No, you are NO namby pamby... although I HAVE heard of that phrase and your post cracks me up!!!! totally following your blog now!
Thanks for dropping by my copost with Serendipity's Library! What a blast!

Rosemary Gemmell said...

Love that phrase, but I didn't know the origin of it, so thanks for that! I used to watch Andy Pandy and all the other Watch with Mother shows. Never knew that about his name but it makes perfect sense!

Writer Pat J said...

Aaaa.... I'd forgetten all about Andy Pandy! Talk about a blast from the past...

Theresa Milstein said...

I am pretty confident you are the ONLY person to use "namby pamby" for the A to Z Challenge.
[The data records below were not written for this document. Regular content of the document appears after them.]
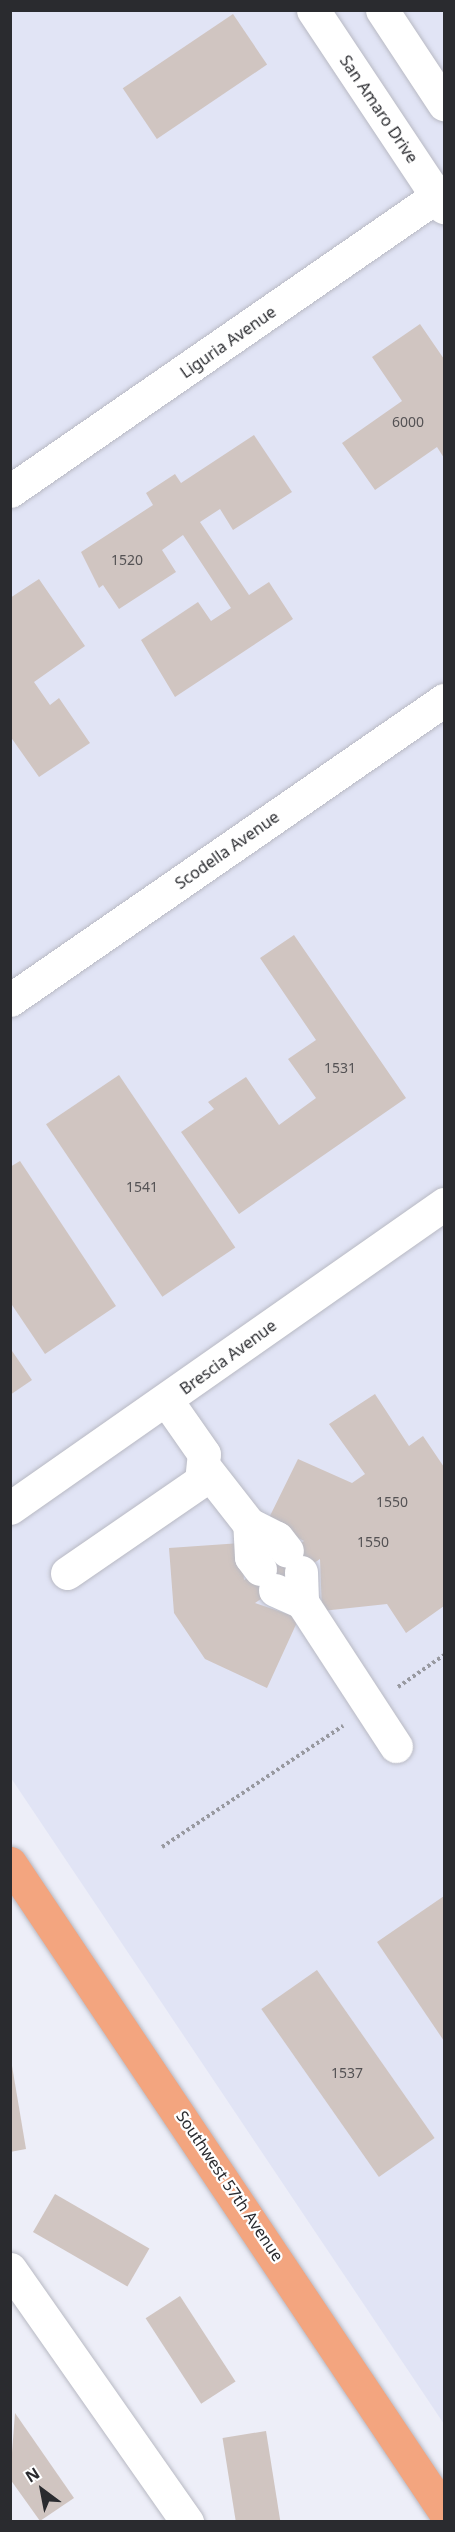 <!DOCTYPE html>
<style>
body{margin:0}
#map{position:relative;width:455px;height:2532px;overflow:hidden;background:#edeef8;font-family:"Noto Sans",sans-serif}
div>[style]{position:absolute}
.built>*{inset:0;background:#e1e4f5}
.building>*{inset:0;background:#d0c5c1;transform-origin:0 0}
.path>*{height:4px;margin-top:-2px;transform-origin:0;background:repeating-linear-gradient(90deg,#9899a0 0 3px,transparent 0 6px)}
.roads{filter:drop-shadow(0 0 2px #b8b9c3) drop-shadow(0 0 2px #b8b9c3)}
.minor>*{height:33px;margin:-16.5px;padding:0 16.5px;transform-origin:16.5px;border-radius:16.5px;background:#fff}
.major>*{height:33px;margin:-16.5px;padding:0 16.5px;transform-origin:16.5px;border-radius:16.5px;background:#f3a57f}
span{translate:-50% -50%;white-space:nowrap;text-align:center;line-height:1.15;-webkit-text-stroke:4.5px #fff;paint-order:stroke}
.number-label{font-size:14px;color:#545254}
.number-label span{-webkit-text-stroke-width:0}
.street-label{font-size:16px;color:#2a2b2f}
.frame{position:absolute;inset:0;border:12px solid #2a2b2f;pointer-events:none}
.north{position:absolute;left:12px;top:2460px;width:60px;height:60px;-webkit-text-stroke:4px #fff;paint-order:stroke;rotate:328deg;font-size:16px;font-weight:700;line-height:24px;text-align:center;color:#2a2b2f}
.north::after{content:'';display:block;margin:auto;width:21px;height:27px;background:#2a2b2f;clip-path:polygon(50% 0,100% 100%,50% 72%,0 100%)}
</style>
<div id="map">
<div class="built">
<div style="clip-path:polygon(11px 11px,444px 11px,444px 2424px,11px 1778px)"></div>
</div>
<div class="building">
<div style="left:233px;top:14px;width:61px;height:133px;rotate:56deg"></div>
<div style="clip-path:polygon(420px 324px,444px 359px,444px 458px,437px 447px,375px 490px,342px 443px,402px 401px,372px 357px)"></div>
<div style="clip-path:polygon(254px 435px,292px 492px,233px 530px,220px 509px,200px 522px,249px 595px,269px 582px,293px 619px,175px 697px,141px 640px,198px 602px,211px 621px,231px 608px,183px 535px,162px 550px,176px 572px,119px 609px,103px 585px,99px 588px,81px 552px,153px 505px,146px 493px,175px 474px,181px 483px)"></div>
<div style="clip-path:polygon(39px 579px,85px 646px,34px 682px,50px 705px,59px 698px,90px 743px,39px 777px,10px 736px,10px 598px)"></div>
<div style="clip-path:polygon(294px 935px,406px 1098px,239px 1214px,181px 1132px,214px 1109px,208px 1102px,246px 1077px,279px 1125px,316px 1098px,288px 1059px,316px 1040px,260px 958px)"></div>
<div style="left:119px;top:1075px;width:208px;height:88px;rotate:56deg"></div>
<div style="clip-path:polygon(20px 1161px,116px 1306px,45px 1354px,10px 1302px,10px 1167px)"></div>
<div style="clip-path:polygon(10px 1348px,32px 1380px,10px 1395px)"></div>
<div style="clip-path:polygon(375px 1394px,409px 1446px,423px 1436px,444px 1467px,444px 1606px,406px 1633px,387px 1604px,322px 1611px,320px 1559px,255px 1603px,299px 1618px,267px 1688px,205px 1659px,174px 1613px,169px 1548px,241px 1543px,244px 1580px,304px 1541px,267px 1522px,298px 1459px,352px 1483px,365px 1474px,329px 1424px)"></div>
<div style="clip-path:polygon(444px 1896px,444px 2041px,377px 1942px)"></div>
<div style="left:317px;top:1970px;width:205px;height:68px;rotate:55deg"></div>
<div style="clip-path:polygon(10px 2054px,26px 2149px,10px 2152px)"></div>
<div style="left:55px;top:2194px;width:109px;height:44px;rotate:30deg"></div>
<div style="left:180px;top:2296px;width:102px;height:41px;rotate:57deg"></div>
<div style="clip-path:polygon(15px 2413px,74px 2498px,40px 2521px,10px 2479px)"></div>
<div style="left:266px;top:2431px;width:92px;height:44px;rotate:81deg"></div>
</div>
<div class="path">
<div style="left:398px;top:1687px;width:56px;rotate:-34.8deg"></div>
<div style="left:162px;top:1847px;width:218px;rotate:-33.8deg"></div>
</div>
<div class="roads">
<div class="minor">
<div style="left:313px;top:10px;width:237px;rotate:56.4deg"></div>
<div style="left:382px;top:10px;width:113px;rotate:56.6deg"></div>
<div style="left:10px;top:491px;width:528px;rotate:-34.65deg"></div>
<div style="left:10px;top:1000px;width:528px;rotate:-34.65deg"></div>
<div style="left:206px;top:1469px;width:70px;rotate:52deg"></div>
<div style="left:10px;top:1508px;width:530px;rotate:-35.01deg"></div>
<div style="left:260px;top:1569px;width:15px;rotate:-127deg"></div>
<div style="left:251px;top:1557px;width:33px;rotate:-93deg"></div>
<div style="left:249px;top:1524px;width:31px;rotate:27deg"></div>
<div style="left:277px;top:1538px;width:16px;rotate:52deg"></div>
<div style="left:301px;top:1572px;width:30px;rotate:88deg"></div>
<div style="left:67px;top:1573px;width:163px;rotate:-34.5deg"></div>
<div style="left:201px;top:1481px;width:27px;rotate:-84deg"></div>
<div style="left:204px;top:1454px;width:65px;rotate:-124.9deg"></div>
<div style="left:275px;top:1590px;width:30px;rotate:24deg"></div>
<div style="left:302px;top:1602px;width:172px;rotate:56.9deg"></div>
<div style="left:10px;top:2269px;width:309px;rotate:55deg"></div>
</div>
<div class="major">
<div style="left:10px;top:1863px;width:780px;rotate:56.19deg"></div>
</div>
</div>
<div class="number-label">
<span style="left:408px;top:422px">6000</span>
<span style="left:127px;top:560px">1520</span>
<span style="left:340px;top:1068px">1531</span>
<span style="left:142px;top:1187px">1541</span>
<span style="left:392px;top:1502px">1550</span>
<span style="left:373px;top:1542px">1550</span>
<span style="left:347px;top:2073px">1537</span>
</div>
<div class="street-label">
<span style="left:379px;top:109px;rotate:56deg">San Amaro Drive</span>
<span style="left:228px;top:342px;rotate:-35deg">Liguria Avenue</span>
<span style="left:227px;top:850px;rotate:-35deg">Scodella Avenue</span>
<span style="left:228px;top:1357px;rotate:-36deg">Brescia Avenue</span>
<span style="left:230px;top:2186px;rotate:56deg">Southwest 57th Avenue</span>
</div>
<div class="frame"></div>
<div class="north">N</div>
</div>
Did you consider nincompoop?

I like the poem too.

Kristy said...

I love quirky phrases like that. I also enjoy a good "neither here nor there," because it is just so full of bullshit. I also like "willy nilly," as in, "You can't just run around here all willy-nilly like!" I often shout that when I am doing my second grade lunch duty.

Langley said...

I love the word(s) namby-pamby but did not know about the origins. Super N choice!
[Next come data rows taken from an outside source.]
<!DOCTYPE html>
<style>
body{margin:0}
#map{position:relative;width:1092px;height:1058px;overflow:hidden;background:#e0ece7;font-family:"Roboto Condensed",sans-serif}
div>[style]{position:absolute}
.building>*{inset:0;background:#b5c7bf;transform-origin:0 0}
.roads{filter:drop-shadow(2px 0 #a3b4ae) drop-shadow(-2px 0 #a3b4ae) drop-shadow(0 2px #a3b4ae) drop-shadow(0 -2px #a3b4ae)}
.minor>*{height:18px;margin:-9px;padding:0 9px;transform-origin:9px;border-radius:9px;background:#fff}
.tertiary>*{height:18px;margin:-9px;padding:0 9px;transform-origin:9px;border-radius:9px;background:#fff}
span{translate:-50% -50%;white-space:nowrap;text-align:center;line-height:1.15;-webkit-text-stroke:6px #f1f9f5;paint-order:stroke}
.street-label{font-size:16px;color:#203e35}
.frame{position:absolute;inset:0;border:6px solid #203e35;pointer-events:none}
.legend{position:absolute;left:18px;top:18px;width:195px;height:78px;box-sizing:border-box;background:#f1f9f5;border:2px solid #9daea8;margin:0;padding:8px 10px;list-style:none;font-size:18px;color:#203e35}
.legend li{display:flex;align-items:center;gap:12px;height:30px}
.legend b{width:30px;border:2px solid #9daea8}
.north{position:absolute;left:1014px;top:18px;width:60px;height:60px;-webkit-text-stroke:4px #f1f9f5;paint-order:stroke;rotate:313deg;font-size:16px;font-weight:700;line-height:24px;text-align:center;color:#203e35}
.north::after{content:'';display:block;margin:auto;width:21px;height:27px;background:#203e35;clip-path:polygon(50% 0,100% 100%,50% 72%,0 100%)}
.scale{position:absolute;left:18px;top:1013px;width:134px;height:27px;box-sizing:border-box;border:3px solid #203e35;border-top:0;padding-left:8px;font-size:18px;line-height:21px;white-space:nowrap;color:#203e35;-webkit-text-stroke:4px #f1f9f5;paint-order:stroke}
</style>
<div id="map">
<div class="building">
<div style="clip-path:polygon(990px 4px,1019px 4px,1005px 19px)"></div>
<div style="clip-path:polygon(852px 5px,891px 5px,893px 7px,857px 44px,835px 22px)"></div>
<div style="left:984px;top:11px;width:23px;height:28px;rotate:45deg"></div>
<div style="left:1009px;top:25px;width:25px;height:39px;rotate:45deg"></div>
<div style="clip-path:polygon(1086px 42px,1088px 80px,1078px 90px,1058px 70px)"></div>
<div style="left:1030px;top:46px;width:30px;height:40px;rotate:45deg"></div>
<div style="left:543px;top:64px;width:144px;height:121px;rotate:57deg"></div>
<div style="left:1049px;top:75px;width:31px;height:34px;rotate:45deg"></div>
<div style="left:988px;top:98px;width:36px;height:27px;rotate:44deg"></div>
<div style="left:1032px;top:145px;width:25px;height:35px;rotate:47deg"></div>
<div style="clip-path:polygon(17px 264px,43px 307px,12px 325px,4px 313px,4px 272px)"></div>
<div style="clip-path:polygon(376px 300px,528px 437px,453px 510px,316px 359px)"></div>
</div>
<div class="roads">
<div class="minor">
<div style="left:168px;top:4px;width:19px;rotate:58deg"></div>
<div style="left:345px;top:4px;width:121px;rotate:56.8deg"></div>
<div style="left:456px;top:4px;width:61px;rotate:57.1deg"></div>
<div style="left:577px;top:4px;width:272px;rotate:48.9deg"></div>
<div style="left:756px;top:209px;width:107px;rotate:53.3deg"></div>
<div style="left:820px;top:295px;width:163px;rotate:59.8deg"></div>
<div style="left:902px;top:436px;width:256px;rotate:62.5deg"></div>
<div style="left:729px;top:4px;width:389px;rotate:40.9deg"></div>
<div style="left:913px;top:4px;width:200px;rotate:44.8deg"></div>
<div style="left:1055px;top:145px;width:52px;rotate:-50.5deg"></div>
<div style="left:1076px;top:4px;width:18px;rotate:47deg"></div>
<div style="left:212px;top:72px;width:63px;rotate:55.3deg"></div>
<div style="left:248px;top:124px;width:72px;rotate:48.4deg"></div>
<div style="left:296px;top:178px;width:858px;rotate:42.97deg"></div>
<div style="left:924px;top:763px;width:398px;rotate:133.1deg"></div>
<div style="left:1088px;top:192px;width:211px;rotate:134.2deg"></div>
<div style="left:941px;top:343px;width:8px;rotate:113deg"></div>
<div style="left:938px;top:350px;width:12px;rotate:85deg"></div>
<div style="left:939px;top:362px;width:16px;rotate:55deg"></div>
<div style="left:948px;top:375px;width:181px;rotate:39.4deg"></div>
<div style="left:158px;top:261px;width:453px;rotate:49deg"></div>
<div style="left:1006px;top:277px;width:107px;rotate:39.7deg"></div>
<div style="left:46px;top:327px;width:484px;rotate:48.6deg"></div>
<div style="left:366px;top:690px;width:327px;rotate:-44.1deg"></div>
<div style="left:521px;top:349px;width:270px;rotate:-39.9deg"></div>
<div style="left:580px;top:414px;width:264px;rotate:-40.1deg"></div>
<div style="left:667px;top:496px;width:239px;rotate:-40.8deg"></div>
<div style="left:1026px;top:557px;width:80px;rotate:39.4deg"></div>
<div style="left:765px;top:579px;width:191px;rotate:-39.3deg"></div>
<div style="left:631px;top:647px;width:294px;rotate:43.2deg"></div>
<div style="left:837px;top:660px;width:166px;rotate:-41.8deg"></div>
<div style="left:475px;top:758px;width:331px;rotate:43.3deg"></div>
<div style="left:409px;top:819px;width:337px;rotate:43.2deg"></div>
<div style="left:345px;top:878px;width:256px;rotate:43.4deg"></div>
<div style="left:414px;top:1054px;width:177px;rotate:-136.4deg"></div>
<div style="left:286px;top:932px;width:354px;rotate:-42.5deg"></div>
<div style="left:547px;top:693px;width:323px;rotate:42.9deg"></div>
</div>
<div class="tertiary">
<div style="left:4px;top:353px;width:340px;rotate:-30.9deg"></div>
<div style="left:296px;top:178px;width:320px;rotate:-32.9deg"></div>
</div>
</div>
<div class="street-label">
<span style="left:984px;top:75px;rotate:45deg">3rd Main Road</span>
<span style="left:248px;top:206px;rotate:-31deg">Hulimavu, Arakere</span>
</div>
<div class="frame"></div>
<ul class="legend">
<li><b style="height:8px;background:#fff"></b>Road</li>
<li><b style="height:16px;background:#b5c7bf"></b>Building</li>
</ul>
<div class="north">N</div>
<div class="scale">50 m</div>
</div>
I’m A-Z Blogging on Langley Writes about Writing and Langley’s Rich and Random Life

Julia Smith said...

Love that shot of the toys! And great choice for N.

Melissa Sarno said...

Thank you so much for teaching me about namby- pamby. I am definitely going to use that word. Love it!

Lynda R Young said...

Yep I was familiar with the phrase but it's been a long time since I've heard it. Cool to learn about its origins.